Surah An-Nur is a treasure trove of divine guidance on the ethics of communication. In this powerful multi-part tafseer of the surah, Nouman Ali Khan provides a compact reading of the aesthetics and language of each ayah. He also recounts the gripping details of the context in which the surah was revealed.
Ustadh Nouman first explains how the timing of this revelation, several years after hijrah, is a key factor in understating Allah’s purpose, especially when it comes to the punishment laid out in the opening ayat. This is Madani Quran when Muslims were thrust into a very different type of society and had to deal with different kinds of social challenges from what they experienced in Mecca under religious persecution.
In an unusual technique, Allah declares that this surah is “obligated” (faradnaha) on all Muslims in the very first ayah. This is followed by what seems like a very harsh public penalty for those found guilty of committing adultery.

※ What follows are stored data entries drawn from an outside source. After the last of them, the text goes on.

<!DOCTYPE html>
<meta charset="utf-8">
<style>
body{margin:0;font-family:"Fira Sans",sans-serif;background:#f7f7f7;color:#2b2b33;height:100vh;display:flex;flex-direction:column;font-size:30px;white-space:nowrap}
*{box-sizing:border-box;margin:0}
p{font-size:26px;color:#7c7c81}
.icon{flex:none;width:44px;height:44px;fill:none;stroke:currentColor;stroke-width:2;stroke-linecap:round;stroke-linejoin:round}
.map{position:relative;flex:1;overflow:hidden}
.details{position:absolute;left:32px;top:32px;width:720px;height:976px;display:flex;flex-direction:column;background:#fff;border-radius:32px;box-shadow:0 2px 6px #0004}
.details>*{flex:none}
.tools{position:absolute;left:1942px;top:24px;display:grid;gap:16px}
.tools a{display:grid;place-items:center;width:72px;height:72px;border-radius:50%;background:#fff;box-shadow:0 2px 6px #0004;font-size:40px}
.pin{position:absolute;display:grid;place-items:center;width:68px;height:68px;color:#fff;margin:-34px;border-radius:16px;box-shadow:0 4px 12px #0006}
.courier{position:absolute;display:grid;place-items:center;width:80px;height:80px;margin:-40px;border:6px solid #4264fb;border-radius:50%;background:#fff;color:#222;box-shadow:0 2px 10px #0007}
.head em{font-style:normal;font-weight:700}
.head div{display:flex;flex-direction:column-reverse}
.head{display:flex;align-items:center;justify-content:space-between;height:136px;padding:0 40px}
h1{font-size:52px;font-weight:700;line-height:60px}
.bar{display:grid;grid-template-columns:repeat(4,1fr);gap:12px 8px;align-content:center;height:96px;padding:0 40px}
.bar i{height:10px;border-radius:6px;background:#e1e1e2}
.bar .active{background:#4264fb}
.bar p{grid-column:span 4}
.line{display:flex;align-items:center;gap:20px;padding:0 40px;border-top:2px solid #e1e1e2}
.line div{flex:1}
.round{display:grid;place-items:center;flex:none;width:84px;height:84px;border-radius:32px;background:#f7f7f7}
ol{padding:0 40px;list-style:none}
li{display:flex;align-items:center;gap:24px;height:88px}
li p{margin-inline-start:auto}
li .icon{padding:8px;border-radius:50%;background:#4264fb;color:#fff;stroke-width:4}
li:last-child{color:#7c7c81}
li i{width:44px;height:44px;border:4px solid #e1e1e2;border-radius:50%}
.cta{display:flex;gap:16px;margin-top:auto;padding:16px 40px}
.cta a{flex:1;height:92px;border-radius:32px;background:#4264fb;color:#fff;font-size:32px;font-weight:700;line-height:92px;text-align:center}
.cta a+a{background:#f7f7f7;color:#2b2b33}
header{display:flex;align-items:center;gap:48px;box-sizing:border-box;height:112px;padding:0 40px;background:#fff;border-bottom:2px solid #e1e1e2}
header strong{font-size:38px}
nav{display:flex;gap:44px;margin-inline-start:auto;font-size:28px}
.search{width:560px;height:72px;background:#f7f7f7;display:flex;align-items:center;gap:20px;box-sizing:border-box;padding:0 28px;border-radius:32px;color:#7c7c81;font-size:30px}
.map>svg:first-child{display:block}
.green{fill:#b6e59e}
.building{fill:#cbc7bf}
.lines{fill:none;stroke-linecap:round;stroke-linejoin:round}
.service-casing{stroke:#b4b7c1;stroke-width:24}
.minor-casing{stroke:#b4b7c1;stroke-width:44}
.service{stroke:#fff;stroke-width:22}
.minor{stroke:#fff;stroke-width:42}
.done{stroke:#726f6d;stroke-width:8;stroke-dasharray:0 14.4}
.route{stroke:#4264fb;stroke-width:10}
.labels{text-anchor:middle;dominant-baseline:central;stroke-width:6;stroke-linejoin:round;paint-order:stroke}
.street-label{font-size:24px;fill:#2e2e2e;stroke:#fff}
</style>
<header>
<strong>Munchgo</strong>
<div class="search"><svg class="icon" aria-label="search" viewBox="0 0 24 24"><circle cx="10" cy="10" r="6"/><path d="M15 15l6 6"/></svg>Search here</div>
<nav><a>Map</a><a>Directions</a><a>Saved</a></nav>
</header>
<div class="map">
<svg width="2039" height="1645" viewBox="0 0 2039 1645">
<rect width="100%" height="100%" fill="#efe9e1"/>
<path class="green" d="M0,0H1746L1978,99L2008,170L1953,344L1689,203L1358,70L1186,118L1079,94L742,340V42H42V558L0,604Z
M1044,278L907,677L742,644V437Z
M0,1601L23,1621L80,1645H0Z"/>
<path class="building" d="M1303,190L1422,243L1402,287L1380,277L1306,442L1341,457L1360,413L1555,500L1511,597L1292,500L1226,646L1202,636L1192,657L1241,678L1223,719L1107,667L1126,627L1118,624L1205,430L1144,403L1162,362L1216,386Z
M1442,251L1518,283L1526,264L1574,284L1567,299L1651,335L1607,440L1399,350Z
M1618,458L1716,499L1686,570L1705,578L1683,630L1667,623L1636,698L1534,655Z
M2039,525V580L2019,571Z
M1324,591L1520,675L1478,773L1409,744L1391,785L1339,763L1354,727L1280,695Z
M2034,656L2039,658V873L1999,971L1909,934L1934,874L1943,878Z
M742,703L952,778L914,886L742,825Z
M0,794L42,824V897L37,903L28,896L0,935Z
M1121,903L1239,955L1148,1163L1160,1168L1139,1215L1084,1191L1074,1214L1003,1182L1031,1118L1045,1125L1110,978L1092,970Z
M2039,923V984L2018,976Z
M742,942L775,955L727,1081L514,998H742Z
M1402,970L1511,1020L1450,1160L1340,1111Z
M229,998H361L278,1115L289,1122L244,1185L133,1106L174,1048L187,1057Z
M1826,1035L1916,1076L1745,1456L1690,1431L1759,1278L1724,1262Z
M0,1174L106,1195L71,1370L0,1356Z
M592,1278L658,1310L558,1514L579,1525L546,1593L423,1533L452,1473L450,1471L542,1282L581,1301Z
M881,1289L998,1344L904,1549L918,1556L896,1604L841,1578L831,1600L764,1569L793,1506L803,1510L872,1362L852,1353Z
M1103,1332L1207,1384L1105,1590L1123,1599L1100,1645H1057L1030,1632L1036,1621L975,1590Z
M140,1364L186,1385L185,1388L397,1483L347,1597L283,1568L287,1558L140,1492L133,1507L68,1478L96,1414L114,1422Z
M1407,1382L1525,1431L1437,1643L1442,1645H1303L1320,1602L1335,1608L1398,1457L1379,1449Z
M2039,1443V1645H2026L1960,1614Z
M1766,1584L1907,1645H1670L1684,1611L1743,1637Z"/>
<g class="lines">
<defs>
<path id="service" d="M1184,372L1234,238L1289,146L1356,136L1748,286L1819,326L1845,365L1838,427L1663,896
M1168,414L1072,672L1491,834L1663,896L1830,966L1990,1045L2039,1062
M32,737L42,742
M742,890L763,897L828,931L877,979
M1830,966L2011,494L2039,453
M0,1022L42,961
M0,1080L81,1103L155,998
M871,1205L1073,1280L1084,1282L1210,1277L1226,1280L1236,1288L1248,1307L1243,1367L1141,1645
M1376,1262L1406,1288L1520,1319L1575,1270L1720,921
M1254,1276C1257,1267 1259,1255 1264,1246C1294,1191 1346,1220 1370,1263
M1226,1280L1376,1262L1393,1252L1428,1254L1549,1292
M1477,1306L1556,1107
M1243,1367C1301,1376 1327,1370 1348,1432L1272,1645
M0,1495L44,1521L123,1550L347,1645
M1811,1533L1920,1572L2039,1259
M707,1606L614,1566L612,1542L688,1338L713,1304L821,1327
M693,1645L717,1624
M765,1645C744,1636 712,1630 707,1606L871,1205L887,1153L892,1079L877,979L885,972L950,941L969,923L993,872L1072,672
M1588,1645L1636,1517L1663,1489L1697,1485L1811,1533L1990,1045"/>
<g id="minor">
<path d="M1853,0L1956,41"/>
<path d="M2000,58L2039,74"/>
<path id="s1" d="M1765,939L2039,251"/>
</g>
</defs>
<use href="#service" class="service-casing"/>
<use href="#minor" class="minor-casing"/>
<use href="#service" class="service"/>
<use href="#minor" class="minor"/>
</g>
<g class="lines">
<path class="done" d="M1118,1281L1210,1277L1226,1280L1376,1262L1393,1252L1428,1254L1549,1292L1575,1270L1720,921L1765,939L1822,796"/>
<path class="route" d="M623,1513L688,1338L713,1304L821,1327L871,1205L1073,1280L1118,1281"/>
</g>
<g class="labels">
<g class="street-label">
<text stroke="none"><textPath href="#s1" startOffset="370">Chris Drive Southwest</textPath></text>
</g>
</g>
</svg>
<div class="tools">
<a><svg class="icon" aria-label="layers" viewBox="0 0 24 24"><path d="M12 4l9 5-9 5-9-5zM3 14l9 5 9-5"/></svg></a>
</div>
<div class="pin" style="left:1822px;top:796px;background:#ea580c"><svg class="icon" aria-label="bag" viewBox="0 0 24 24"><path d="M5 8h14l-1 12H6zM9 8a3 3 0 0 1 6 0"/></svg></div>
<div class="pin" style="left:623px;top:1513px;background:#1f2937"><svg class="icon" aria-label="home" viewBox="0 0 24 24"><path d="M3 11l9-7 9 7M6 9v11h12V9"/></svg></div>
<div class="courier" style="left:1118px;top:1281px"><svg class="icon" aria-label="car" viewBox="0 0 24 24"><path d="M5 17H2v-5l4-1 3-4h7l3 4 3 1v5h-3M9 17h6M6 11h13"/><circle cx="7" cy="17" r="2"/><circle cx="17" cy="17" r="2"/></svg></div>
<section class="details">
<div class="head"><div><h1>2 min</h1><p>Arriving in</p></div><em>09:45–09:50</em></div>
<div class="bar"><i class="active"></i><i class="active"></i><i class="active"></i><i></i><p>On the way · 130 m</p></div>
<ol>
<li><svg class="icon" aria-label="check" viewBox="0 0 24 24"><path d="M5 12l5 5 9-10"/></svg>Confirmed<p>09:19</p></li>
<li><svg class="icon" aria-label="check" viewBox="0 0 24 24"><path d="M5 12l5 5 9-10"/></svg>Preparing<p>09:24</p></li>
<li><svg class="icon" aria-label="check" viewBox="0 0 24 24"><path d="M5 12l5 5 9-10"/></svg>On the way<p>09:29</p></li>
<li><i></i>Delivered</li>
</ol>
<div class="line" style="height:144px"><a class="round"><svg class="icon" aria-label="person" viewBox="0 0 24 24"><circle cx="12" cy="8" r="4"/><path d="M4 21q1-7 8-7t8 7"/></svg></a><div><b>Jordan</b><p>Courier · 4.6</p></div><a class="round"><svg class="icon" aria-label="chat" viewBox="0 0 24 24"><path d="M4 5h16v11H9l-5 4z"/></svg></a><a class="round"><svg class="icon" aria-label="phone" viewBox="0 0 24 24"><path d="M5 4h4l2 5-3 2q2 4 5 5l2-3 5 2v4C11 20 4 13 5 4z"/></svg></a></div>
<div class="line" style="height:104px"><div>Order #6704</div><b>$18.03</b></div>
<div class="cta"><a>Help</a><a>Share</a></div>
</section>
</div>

These ayat are an important precursor to the transition into the story of ifk (slander) which involved Our Mother Aisha, the wife of Prophet Muhammad (PBUH). While Allah stipulates that adulterers must receive 100 public lashings, an equally harsh penalty awaits those who level accusations against innocent victims without supporting these allegations with the testimony of four eyewitnesses. Not only do they receive 80 lashes for spreading such lies and rumors, they must also be ostracized in their communities and are not allowed to give testimony in court.
The way the incident of Ifk itself is presented in the surah is a source of profound wisdom about the responsibility we owe each other when it comes to preserving the dignity of a Muslim. The incident led to both a domestic crisis within the household of Prophet Muhammad (PBUH) and a larger crisis that affected the Ummah of Muslims at the time.
Ustadh Nouman explains how Abdullah ibn Ubayy ibn Salul, the serpent’s head of hypocrites (munafiqun) in Medinah, started a rumor by vaguely insinuating that there was “inappropriate conduct” between Our Mother Aisha and a soldier named Safwan. Aisha was accidentally left behind when the caravan returning from battle set off, thinking that she was in her hawdaj (carriage) on her camel. The sun had set as she searched for her missing onyx necklace and she lost her way, but when she returned and found that the caravan had left, she fell asleep in the campsite. Safwan found her and escorted her back to the caravan.
When he saw them together, Abdullah ibn Ubayy’s started a rumor that set in motion a whole series of events that cast a shadow over the Muslim community for over a month, until Allah revealed ayat proving Our Mother Aisha’s innocence.
Ustadh Nouman digs deep into the word “ifk”, explaining that it is derived from the root “afika” which means “deliberately digressing from the right path.” In the surah, Allah offers a consolation to the victims of this terrible injustice, practically telling Prophet Muhammad (PBUH), his companion Abu Bakr As-Siddiq and his daughter Aisha that their pain will be a source of guidance to humanity forever and must therefore not be seen as a source of evil.
One of the main takeaways from this terrible incident is that in such cases, one of the worst sins a Muslim can commit is casually repeating a rumor that could harm another Muslim’s reputation. Allah says that this is a test of our iman and stipulates that we must immediately deny such rumors and not let ourselves become fertile ground for exaggerating unfounded allegations. It is haram not to give people the benefit of the doubt.
Allah uses angry language to describe the mouth that contributes to this form of explicit digression from good morals and condemns those who want shamelessness (and conversations about shamelessness) to pervade Muslim communities. To this, He promises painful punishment in this world and the next. Such behavior that increases lewdness and evil, is likened to walking in the footsteps of shaytan and will lead to the spread of unspeakable crimes that will chip away at the core of human decency.
When we hold our tongue in the face of baseless rumors, explains Ustadh Nouman, we will be able to attain our state of purity. Iman is a gift from Allah that will help us guard our chastity and protect our communities from shamelessness. We must resist the temptation to pontificate, take the high moral ground and publicly blame others for their mistakes, because in doing so, we too are crossing a shaky ethical boundary by carelessly assuming that unfounded claims are true and heedlessly repeating them.